32. Proof of Hand-writing.] See No. 55, p. 894, Chap. XXIII. 33. Plans or Drawings when produced.] See Note 201, p. 51. 34. Prosecution declared to be closed.] Whenever the prosecutor has closed his case, he informs the court of the circumstance, the fact is recorded, and the prisoner is called upon for his defence.

35. Prisoner called upon for his Defence.] The prisoner is now called upon for his defence; and, if he is not prepared to enter upon it, he asks the indulgence of the court for a few days; in granting which, the court is guided by the length and importance of the proceedings (104).

36. Adjournment to enable the Prisoner to make his Defence.] The court having decided to adjourn, to enable the prisoner to prepare his defence, the same is recorded, and all parties informed when the court will meet again.

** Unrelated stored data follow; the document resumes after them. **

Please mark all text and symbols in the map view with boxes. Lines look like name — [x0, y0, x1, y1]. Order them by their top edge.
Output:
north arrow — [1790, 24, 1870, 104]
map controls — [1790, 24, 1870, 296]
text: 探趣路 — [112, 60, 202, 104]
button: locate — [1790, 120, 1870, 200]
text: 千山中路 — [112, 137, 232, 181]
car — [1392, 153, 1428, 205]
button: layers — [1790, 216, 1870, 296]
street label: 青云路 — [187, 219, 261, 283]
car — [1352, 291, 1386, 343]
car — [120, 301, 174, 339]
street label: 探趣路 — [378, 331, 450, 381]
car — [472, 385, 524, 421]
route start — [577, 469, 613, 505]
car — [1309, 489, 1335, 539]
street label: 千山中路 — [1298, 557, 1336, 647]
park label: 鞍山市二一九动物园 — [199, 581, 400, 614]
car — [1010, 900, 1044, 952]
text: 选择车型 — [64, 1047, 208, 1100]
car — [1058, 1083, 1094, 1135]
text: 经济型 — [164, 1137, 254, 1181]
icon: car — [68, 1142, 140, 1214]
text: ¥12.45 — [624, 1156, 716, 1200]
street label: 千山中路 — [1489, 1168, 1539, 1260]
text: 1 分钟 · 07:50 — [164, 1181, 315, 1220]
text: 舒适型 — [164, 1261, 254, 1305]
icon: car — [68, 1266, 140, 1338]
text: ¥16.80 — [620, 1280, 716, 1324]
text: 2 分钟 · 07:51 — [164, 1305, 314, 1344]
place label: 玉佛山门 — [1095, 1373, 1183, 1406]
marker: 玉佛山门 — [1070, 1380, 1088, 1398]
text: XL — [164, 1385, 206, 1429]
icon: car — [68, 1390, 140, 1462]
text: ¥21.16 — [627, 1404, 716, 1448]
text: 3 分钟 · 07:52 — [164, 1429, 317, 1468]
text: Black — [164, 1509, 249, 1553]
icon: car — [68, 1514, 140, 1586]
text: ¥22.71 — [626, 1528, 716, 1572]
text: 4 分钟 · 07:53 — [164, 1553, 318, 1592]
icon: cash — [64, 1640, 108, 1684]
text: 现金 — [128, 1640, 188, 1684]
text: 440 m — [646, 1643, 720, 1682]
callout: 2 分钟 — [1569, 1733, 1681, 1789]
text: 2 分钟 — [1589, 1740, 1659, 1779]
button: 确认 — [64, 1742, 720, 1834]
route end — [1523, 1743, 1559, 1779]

37. Adjournments generally.] A ct.-mar. must always adjourn at 4, p. m., except in the case specially provided for, forming a single exception to the rule (105). Cts.-mar. are in the habit of adjourning whenever they find it proper in their judgment to do so. The following observation, addressed to a jury by Lord C. J. Eyre, is very applicable to criminal cases:

"Let a case arise in which it is manifest, that, if the cause goes on, without interruption or adjournment, it is utterly impossible that justice should be done. If it is likely to go into a length which will exhaust the human faculties, let them be as powerful and as strong as they may be, that neither the judge can preserve his faculties to conduct the trial, nor the jury can preserve that attention which is necessary to enable them to comprehend what the justice of the case is: what is it we should be doing, by going on with such a trial, but delivering over the life and honour of a prisoner, and delivering over the public justice of the country, to the accidental result of all that confusion with which such a case must go to the minds of a jury, when the trial is closed" (106) ?—(Record the adjournment.)

38. 2d Day's Proceedings-Court assembled pursuant to Adjournment.] The court having met pursuant to adjournment, the Judge Adv. gen. records

(104) Lieut.gen. Whitelocke was allowed six days. See trial, p. 677. Sir J. Murray five days. See trial, p. 193. Col. Quentin four days. See trial, p. 120. Lieut.col. Johnston two days. See trial, p. 138.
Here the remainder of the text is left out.